**Work required:** Check every line of the entries below for the word "Reckitt", and copy the ones that have it.
..........
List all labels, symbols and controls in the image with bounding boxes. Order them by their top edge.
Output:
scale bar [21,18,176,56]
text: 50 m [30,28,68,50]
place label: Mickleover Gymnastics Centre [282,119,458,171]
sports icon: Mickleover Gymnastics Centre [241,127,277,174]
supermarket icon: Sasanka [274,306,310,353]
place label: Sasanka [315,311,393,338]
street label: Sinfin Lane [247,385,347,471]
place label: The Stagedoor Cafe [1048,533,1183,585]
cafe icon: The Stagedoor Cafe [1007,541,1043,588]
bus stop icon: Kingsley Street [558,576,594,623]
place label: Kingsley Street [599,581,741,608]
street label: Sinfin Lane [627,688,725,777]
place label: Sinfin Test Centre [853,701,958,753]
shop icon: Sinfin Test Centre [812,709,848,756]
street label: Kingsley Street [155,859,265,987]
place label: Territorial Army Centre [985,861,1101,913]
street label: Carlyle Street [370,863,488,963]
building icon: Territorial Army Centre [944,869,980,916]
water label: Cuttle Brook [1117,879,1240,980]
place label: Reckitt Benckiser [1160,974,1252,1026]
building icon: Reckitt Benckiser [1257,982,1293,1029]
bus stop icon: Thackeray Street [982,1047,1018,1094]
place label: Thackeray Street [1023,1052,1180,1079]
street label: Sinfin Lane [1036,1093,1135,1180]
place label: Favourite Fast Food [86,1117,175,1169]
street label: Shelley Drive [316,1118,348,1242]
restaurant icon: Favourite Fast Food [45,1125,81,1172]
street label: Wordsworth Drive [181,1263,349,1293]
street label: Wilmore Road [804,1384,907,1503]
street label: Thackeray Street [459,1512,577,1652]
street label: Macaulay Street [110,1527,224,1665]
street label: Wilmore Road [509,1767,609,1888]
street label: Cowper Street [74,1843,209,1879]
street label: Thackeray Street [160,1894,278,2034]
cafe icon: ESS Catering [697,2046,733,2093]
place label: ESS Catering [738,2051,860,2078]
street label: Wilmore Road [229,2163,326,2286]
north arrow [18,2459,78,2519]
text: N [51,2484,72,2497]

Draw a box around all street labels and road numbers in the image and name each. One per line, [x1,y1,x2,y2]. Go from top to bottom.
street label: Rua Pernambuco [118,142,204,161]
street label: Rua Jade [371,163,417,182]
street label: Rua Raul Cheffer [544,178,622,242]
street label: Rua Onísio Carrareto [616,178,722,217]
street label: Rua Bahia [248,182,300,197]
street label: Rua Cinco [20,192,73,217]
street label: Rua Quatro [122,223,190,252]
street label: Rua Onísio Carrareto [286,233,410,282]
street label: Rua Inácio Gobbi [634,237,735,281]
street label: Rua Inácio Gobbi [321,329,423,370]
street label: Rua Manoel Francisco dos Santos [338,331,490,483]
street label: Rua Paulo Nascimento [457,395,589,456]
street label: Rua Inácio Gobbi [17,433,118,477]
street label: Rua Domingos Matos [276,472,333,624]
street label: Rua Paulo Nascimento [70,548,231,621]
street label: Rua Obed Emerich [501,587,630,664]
..........
**Output below:**
place label: Reckitt Benckiser [1160,974,1252,1026]
building icon: Reckitt Benckiser [1257,982,1293,1029]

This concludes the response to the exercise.